Anna Maria Sibylla Merian est née le 2 avril 1647 à Francfort-sur-le-Main. Après le décès de son père le graveur suisse Matthäus Merian (1593-1650), son beau-père Jacob Marrel (1614-1681), artiste-peintre floral, se charge de sa formation artistique. A ses côtés, elle apprend le dessin, la peinture et la gravure en taille-douce. Passionnée par l’observation de la nature, elle peint à 13 ans ses premières images d'insectes et de plantes d'après des modèles qu'elle capture elle-même.  

« Dès ma jeunesse je me suis employée à l’examen des insectes. J’ai commencé à Francfort sur le Mein, ma patrie, par les vers-à-soye ; ayant ensuite remarqué que les plus beaux papillons, tant ceux qui volent le jour, que ceux qui ne volent que la nuit, sortoient des chenilles ; je ramassai toutes celles que je trouvai, pour en étudier les transformations. Pour faire mes observations avec plus d’exactitude, j’abandonnai toute sorte de compagnie & je m’appliquais au dessein afin de pouvoir peindre ces insectes au naturel. »1

Mariée au peintre Johann Andreas Graff (1636-1701), elle s’installe à Nuremberg où elle a deux filles, Johanna Helena (1668-1723) et Dorothea (1678-1743), qui deviendront elles aussi illustratrices. Séparée de son époux quelques années plus tard, elle se déclare veuve et s’installe à Amsterdam. Elle fait alors la connaissance de Nicolaes Witsen (1641-1717), bourgmestre d’Amsterdam et directeur de la Compagnie des Indes Orientales, qui l’aide à financer un voyage au Surinam, colonie néerlandaise d’Amérique du Sud. Agée de 52 ans, Maria Sibylla y part avec sa fille Dorothea étudier les insectes dans leur milieu naturel. De retour en Europe en 1701 après deux années de voyage, elle se consacre alors à son ouvrage majeur qu’elle publie, à ses frais, en 1705, sous le titre Metamorphosis insectorum Surinamensium.
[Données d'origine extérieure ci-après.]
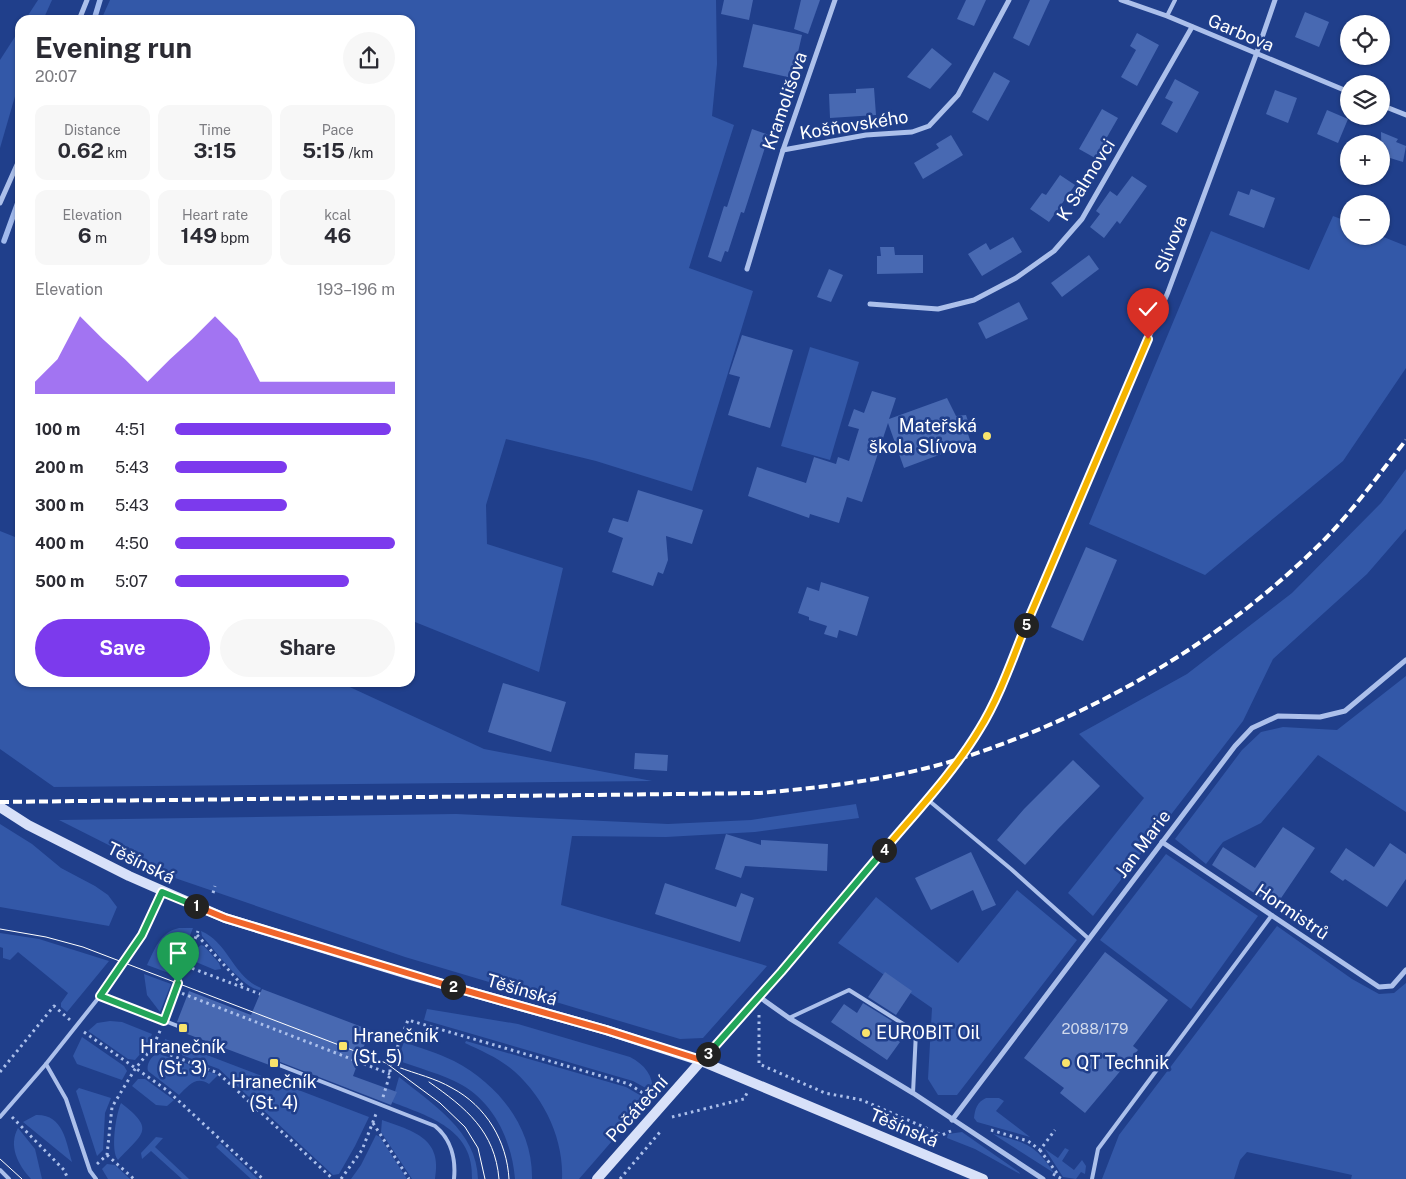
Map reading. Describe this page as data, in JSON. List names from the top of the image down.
{
  "streets": {
    "main road": ["Těšínská", "Počáteční"],
    "street": [
      "Garbova",
      "Kramolišova",
      "Košňovského",
      "K Salmovci",
      "Slívova",
      "Jan Marie",
      "Hormistrů"
    ]
  },
  "crossings": [
    ["Garbova", "K Salmovci"],
    ["Garbova", "Slívova"],
    ["Kramolišova", "Košňovského"],
    ["Slívova", "Těšínská"],
    ["Slívova", "Počáteční"],
    ["Jan Marie", "Hormistrů"],
    ["Těšínská", "Počáteční"]
  ],
  "places": {
    "other": ["Mateřská škola Slívova", "EUROBIT Oil", "QT Technik"],
    "transit": ["Hranečník (St. 3)", "Hranečník (St. 5)", "Hranečník (St. 4)"]
  },
  "house_numbers": ["2088/179"],
  "page": {
    "map_buttons": ["+", "−"],
    "heading": ["Evening run", "20:07"],
    "stats": [
      ["Distance", "0.62 km"],
      ["Time", "3:15"],
      ["Pace", "5:15 /km"],
      ["Elevation", "6 m"],
      ["Heart rate", "149 bpm"],
      ["kcal", "46"]
    ],
    "chart": ["Elevation", "193–196 m"],
    "list": [
      {
        "name": "100 m",
        "note": "4:51"
      },
      {
        "name": "200 m",
        "note": "5:43"
      },
      {
        "name": "300 m",
        "note": "5:43"
      },
      {
        "name": "400 m",
        "note": "4:50"
      },
      {
        "name": "500 m",
        "note": "5:07"
      }
    ],
    "buttons": ["Save", "Share"],
    "pins": [
      "5",
      "4",
      "1",
      "2",
      "3"
    ]
  }
}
Il s’agit d’un grand in-folio rédigé en latin et illustré de 60 planches dessinées par elle-même et gravées sous ses yeux par Jan Pieter Sluiter (1675-1713), Joseph Mulder (1659-1735) et Daniël Stopendaal (1672-1726).  

L’édition posthume2 ici présentée est parue en trois tomes en 1771 chez L. C. Desnos.  Elle a été revue, corrigée et augmentée par le médecin et naturaliste Pierre-Joseph Buc'hoz (1731-1807), auteur de nombreux ouvrages de botanique souvent très bien illustrés.
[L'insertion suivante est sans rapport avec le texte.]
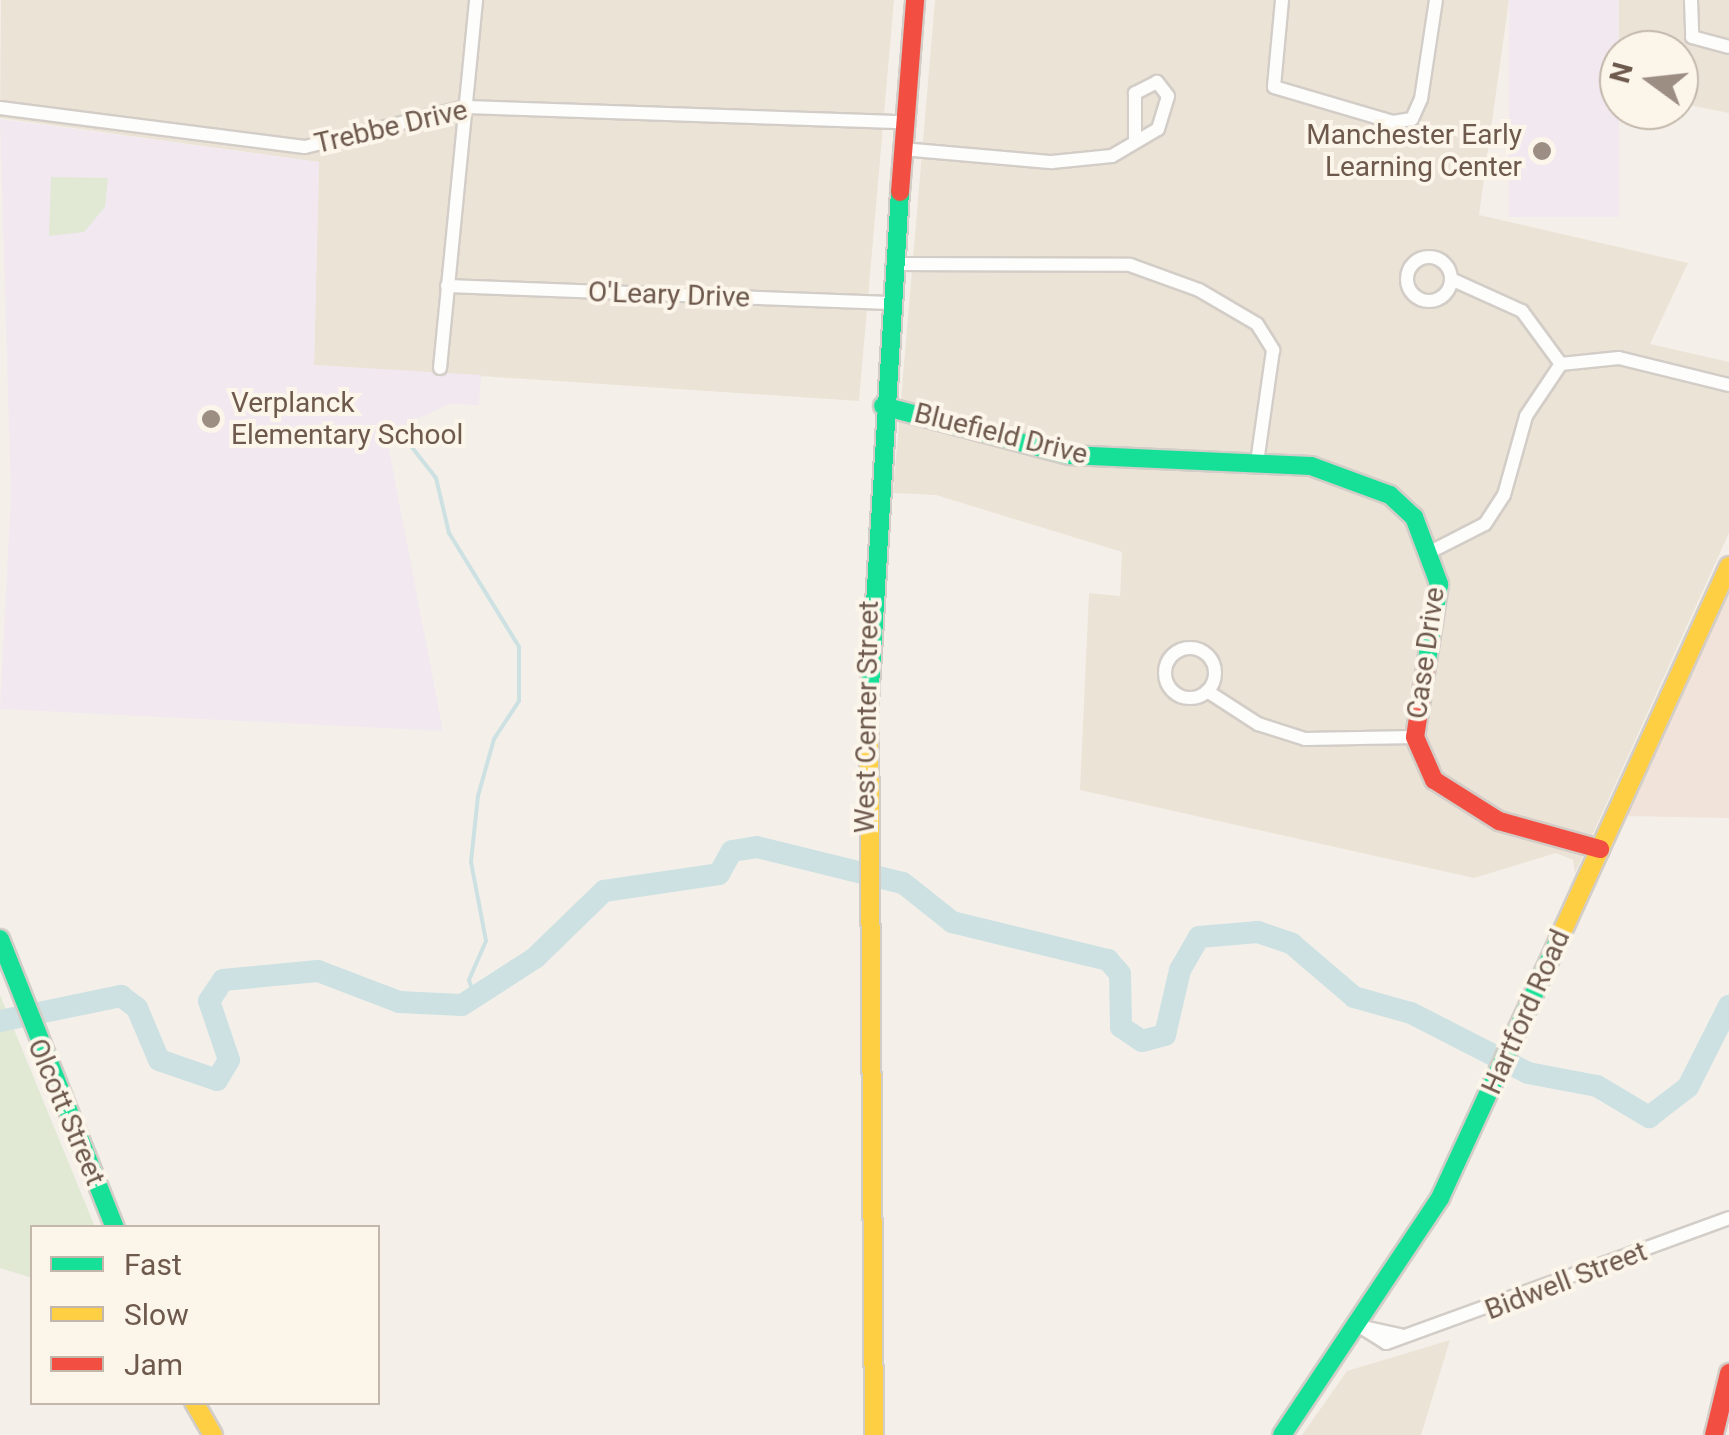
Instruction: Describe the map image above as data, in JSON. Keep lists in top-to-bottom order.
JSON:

Le premier tome est une traduction en latin et en français, du Metamorphosis insectorum Surinamensium augmenté de 12 planches consacrées au lézards, serpents et araignées.

Le second est consacré à l’histoire des insectes de l’Europe et traite de « l’origine & des différens changements qui arrivent aux chenilles, aux vers, aux papillons & autres insectes ». Initialement paru en deux parties à Nuremberg en 1679 et Francfort en 1683 sous le titre Der Raupen wunderbare Verwandelung und sonderbare Blumen-nahrung, l’ouvrage ne compte pas moins de 180 illustrations in-4°. Anna Maria Sibylla Merian y adopte presque toujours la même mise en scène. Sur la plante hôte3 sont disposés les œufs (lorsque la ponte présente une particularité), une chenille, ainsi que la chrysalide entourée d’un cocon. Les papillons de jour sont figurés en vol et au repos. Les papillons de nuit sont, quant à eux, dessinés en une seule posture.

Enfin, le troisième tome est « une très jolie collection de soixante & neuf planches de plantes bulbeuses, liliacées, caryophillées, qui ont été dessinées & gravées d’après nature » et qui reprennent celles du Theatrum florae de Daniel Rabel (1578-1637), publié en 1622.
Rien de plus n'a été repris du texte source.